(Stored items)
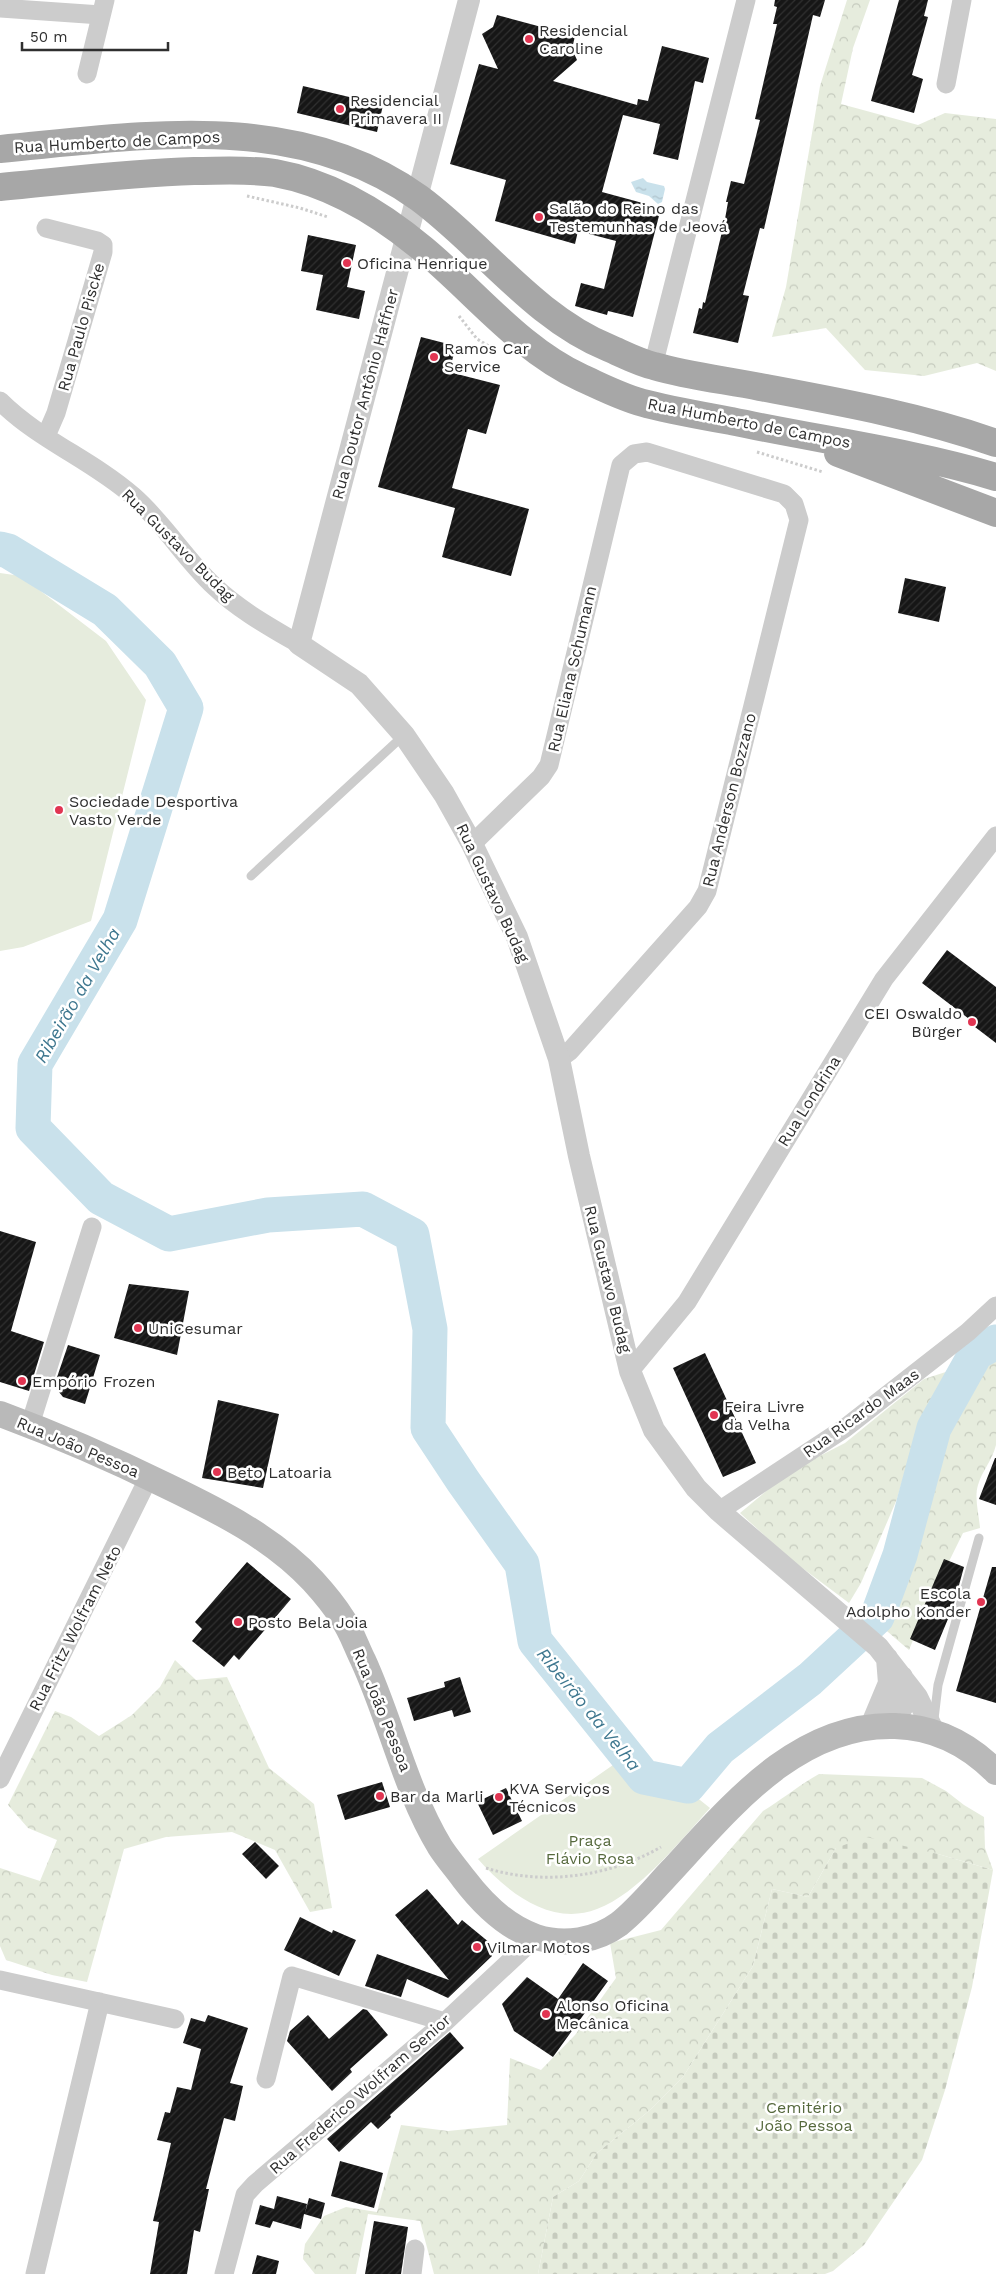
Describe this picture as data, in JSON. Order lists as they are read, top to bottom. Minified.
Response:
{"streets":{"main road":["Rua Humberto de Campos","Rua João Pessoa"],"street":["Rua Paulo Piscke","Rua Doutor Antônio Haffner","Rua Gustavo Budag","Rua Eliana Schumann","Rua Anderson Bozzano","Rua Londrina","Rua Ricardo Maas","Rua Fritz Wolfram Neto","Rua Frederico Wolfram Senior"]},"crossings":[["Rua Humberto de Campos","Rua Doutor Antônio Haffner"],["Rua Paulo Piscke","Rua Gustavo Budag"],["Rua Doutor Antônio Haffner","Rua Gustavo Budag"],["Rua Gustavo Budag","Rua Eliana Schumann"],["Rua Gustavo Budag","Rua Anderson Bozzano"],["Rua Gustavo Budag","Rua Londrina"],["Rua Gustavo Budag","Rua Ricardo Maas"],["Rua Gustavo Budag","Rua João Pessoa"],["Rua Eliana Schumann","Rua Anderson Bozzano"],["Rua João Pessoa","Rua Fritz Wolfram Neto"],["Rua João Pessoa","Rua Frederico Wolfram Senior"]],"water":["Ribeirão da Velha"],"parks":["Praça Flávio Rosa","Cemitério João Pessoa"],"places":["Residencial Caroline","Residencial Primavera II","Salão do Reino das Testemunhas de Jeová","Oficina Henrique","Ramos Car Service","Sociedade Desportiva Vasto Verde","CEI Oswaldo Bürger","UniCesumar","Empório Frozen","Feira Livre da Velha","Beto Latoaria","Escola Adolpho Konder","Posto Bela Joia","Bar da Marli","KVA Serviços Técnicos","Vilmar Motos","Alonso Oficina Mecânica"],"scale_bar":"50 m"}
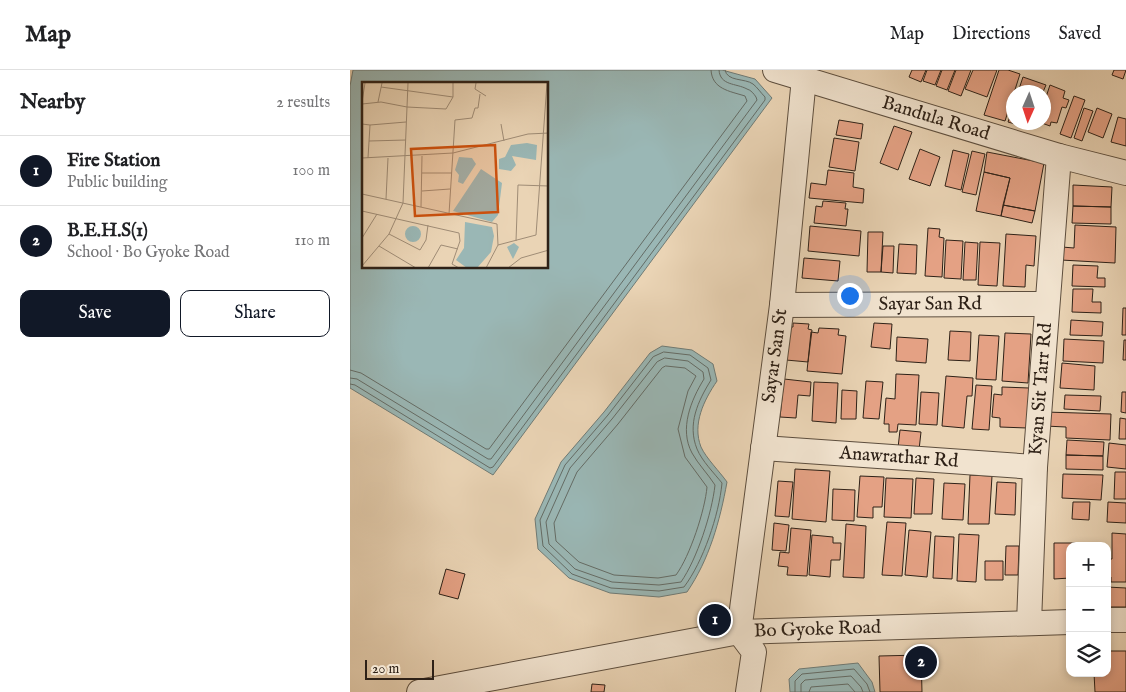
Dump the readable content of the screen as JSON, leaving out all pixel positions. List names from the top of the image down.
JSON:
{
  "streets": {
    "street": [
      "Bandula Road",
      "Sayar San Rd",
      "Sayar San St",
      "Kyan Sit Tarr Rd",
      "Anawrathar Rd",
      "Bo Gyoke Road"
    ]
  },
  "crossings": [
    ["Bandula Road", "Sayar San St"],
    ["Bandula Road", "Kyan Sit Tarr Rd"],
    ["Sayar San Rd", "Sayar San St"],
    ["Sayar San Rd", "Kyan Sit Tarr Rd"],
    ["Sayar San St", "Anawrathar Rd"],
    ["Sayar San St", "Bo Gyoke Road"],
    ["Kyan Sit Tarr Rd", "Anawrathar Rd"],
    ["Kyan Sit Tarr Rd", "Bo Gyoke Road"]
  ],
  "scale_bar": "20 m",
  "north": "bottom",
  "page": {
    "header": "Map",
    "nav": ["Map", "Directions", "Saved"],
    "heading": ["Nearby", "2 results"],
    "list": [
      {
        "mark": "1",
        "name": "Fire Station",
        "note": "Public building",
        "value": "100 m"
      },
      {
        "mark": "2",
        "name": "B.E.H.S(1)",
        "note": "School · Bo Gyoke Road",
        "value": "110 m"
      }
    ],
    "buttons": ["Save", "Share"],
    "map_buttons": ["+", "−"],
    "pins": ["1", "2"],
    "scale": "20 m"
  }
}
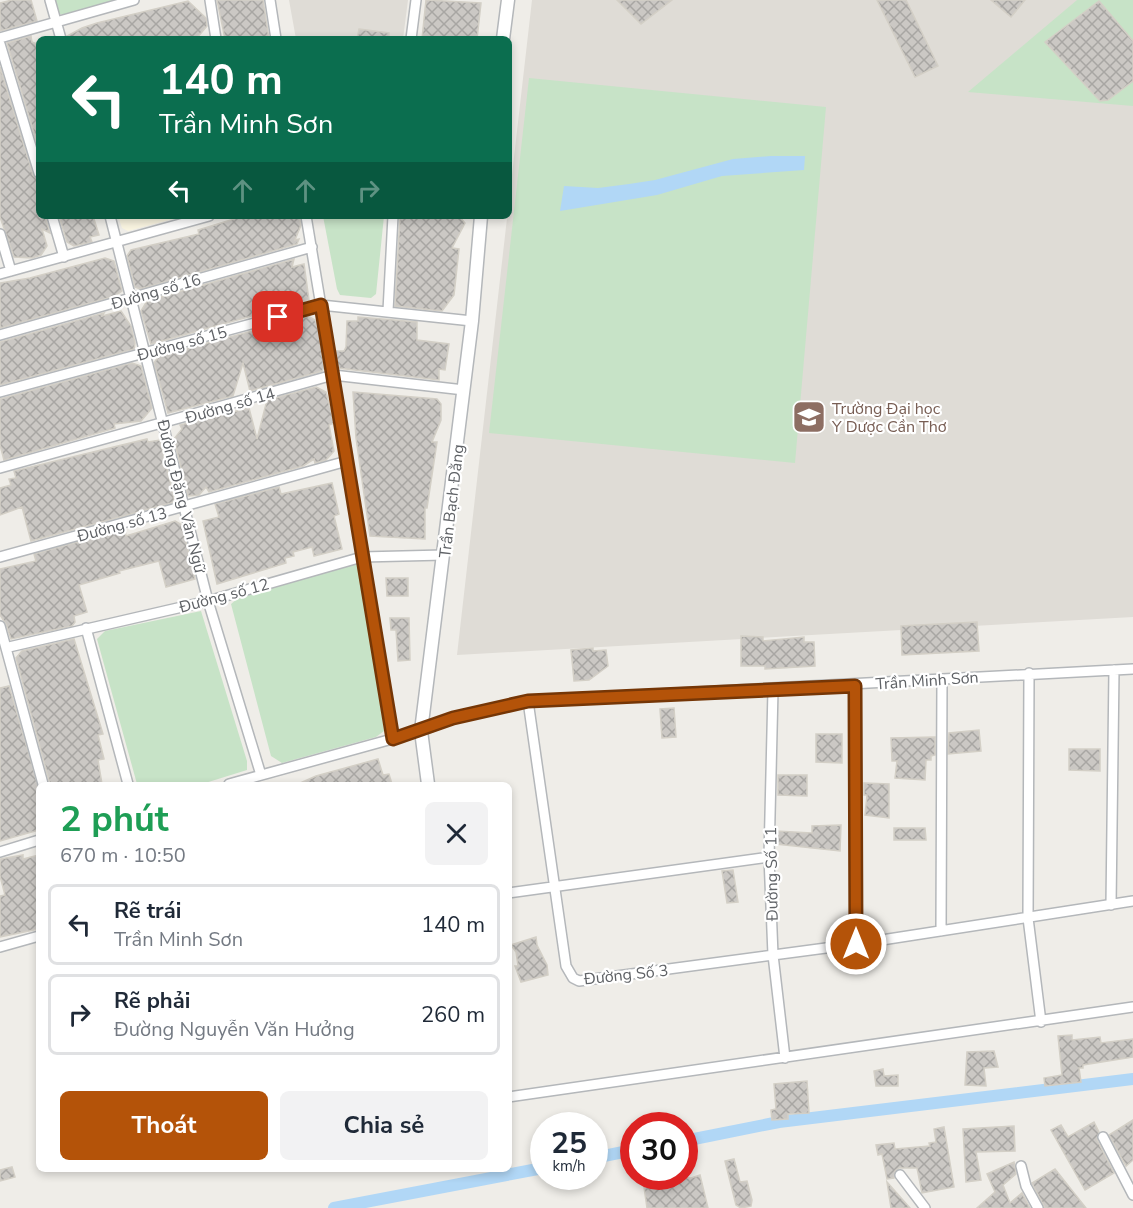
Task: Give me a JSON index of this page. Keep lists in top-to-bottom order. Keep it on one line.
{"streets":{"street":["Đường số 16","Đường số 15","Đường số 14","Đường Đặng Văn Ngữ","Trần Bạch Đằng","Đường số 13","Đường số 12","Trần Minh Sơn","Đường Số 11","Đường Số 3"]},"crossings":[["Đường số 16","Đường Đặng Văn Ngữ"],["Đường số 15","Đường Đặng Văn Ngữ"],["Đường số 15","Trần Bạch Đằng"],["Đường số 14","Đường Đặng Văn Ngữ"],["Đường số 14","Trần Bạch Đằng"],["Đường Đặng Văn Ngữ","Đường số 13"],["Đường Đặng Văn Ngữ","Đường số 12"],["Đường Đặng Văn Ngữ","Trần Minh Sơn"],["Trần Bạch Đằng","Đường số 12"],["Trần Bạch Đằng","Trần Minh Sơn"],["Trần Minh Sơn","Đường Số 11"],["Đường Số 11","Đường Số 3"]],"places":{"school or university":["Trường Đại học Y Dược Cần Thơ"]},"page":{"turn":["140 m","Trần Minh Sơn"],"heading":["2 phút","670 m · 10:50"],"list":[{"name":"Rẽ trái","note":"Trần Minh Sơn","value":"140 m"},{"name":"Rẽ phải","note":"Đường Nguyễn Văn Hưởng","value":"260 m"}],"buttons":["Thoát","Chia sẻ"],"speed":"25 km/h","limit":"30"}}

## What the task requires
An exact copy of all the data above is required; omit any pictures.

## Response to this task
Describe this picture as data, in JSON. Order lists as they are read, top to bottom. Minified.
Response:
{"streets":{"main road":["Rua Humberto de Campos","Rua João Pessoa"],"street":["Rua Paulo Piscke","Rua Doutor Antônio Haffner","Rua Gustavo Budag","Rua Eliana Schumann","Rua Anderson Bozzano","Rua Londrina","Rua Ricardo Maas","Rua Fritz Wolfram Neto","Rua Frederico Wolfram Senior"]},"crossings":[["Rua Humberto de Campos","Rua Doutor Antônio Haffner"],["Rua Paulo Piscke","Rua Gustavo Budag"],["Rua Doutor Antônio Haffner","Rua Gustavo Budag"],["Rua Gustavo Budag","Rua Eliana Schumann"],["Rua Gustavo Budag","Rua Anderson Bozzano"],["Rua Gustavo Budag","Rua Londrina"],["Rua Gustavo Budag","Rua Ricardo Maas"],["Rua Gustavo Budag","Rua João Pessoa"],["Rua Eliana Schumann","Rua Anderson Bozzano"],["Rua João Pessoa","Rua Fritz Wolfram Neto"],["Rua João Pessoa","Rua Frederico Wolfram Senior"]],"water":["Ribeirão da Velha"],"parks":["Praça Flávio Rosa","Cemitério João Pessoa"],"places":["Residencial Caroline","Residencial Primavera II","Salão do Reino das Testemunhas de Jeová","Oficina Henrique","Ramos Car Service","Sociedade Desportiva Vasto Verde","CEI Oswaldo Bürger","UniCesumar","Empório Frozen","Feira Livre da Velha","Beto Latoaria","Escola Adolpho Konder","Posto Bela Joia","Bar da Marli","KVA Serviços Técnicos","Vilmar Motos","Alonso Oficina Mecânica"],"scale_bar":"50 m"}
Dump the readable content of the screen as JSON, leaving out all pixel positions. List names from the top of the image down.
JSON:
{
  "streets": {
    "street": [
      "Bandula Road",
      "Sayar San Rd",
      "Sayar San St",
      "Kyan Sit Tarr Rd",
      "Anawrathar Rd",
      "Bo Gyoke Road"
    ]
  },
  "crossings": [
    ["Bandula Road", "Sayar San St"],
    ["Bandula Road", "Kyan Sit Tarr Rd"],
    ["Sayar San Rd", "Sayar San St"],
    ["Sayar San Rd", "Kyan Sit Tarr Rd"],
    ["Sayar San St", "Anawrathar Rd"],
    ["Sayar San St", "Bo Gyoke Road"],
    ["Kyan Sit Tarr Rd", "Anawrathar Rd"],
    ["Kyan Sit Tarr Rd", "Bo Gyoke Road"]
  ],
  "scale_bar": "20 m",
  "north": "bottom",
  "page": {
    "header": "Map",
    "nav": ["Map", "Directions", "Saved"],
    "heading": ["Nearby", "2 results"],
    "list": [
      {
        "mark": "1",
        "name": "Fire Station",
        "note": "Public building",
        "value": "100 m"
      },
      {
        "mark": "2",
        "name": "B.E.H.S(1)",
        "note": "School · Bo Gyoke Road",
        "value": "110 m"
      }
    ],
    "buttons": ["Save", "Share"],
    "map_buttons": ["+", "−"],
    "pins": ["1", "2"],
    "scale": "20 m"
  }
}
Task: Give me a JSON index of this page. Keep lists in top-to-bottom order. Keep it on one line.
{"streets":{"street":["Đường số 16","Đường số 15","Đường số 14","Đường Đặng Văn Ngữ","Trần Bạch Đằng","Đường số 13","Đường số 12","Trần Minh Sơn","Đường Số 11","Đường Số 3"]},"crossings":[["Đường số 16","Đường Đặng Văn Ngữ"],["Đường số 15","Đường Đặng Văn Ngữ"],["Đường số 15","Trần Bạch Đằng"],["Đường số 14","Đường Đặng Văn Ngữ"],["Đường số 14","Trần Bạch Đằng"],["Đường Đặng Văn Ngữ","Đường số 13"],["Đường Đặng Văn Ngữ","Đường số 12"],["Đường Đặng Văn Ngữ","Trần Minh Sơn"],["Trần Bạch Đằng","Đường số 12"],["Trần Bạch Đằng","Trần Minh Sơn"],["Trần Minh Sơn","Đường Số 11"],["Đường Số 11","Đường Số 3"]],"places":{"school or university":["Trường Đại học Y Dược Cần Thơ"]},"page":{"turn":["140 m","Trần Minh Sơn"],"heading":["2 phút","670 m · 10:50"],"list":[{"name":"Rẽ trái","note":"Trần Minh Sơn","value":"140 m"},{"name":"Rẽ phải","note":"Đường Nguyễn Văn Hưởng","value":"260 m"}],"buttons":["Thoát","Chia sẻ"],"speed":"25 km/h","limit":"30"}}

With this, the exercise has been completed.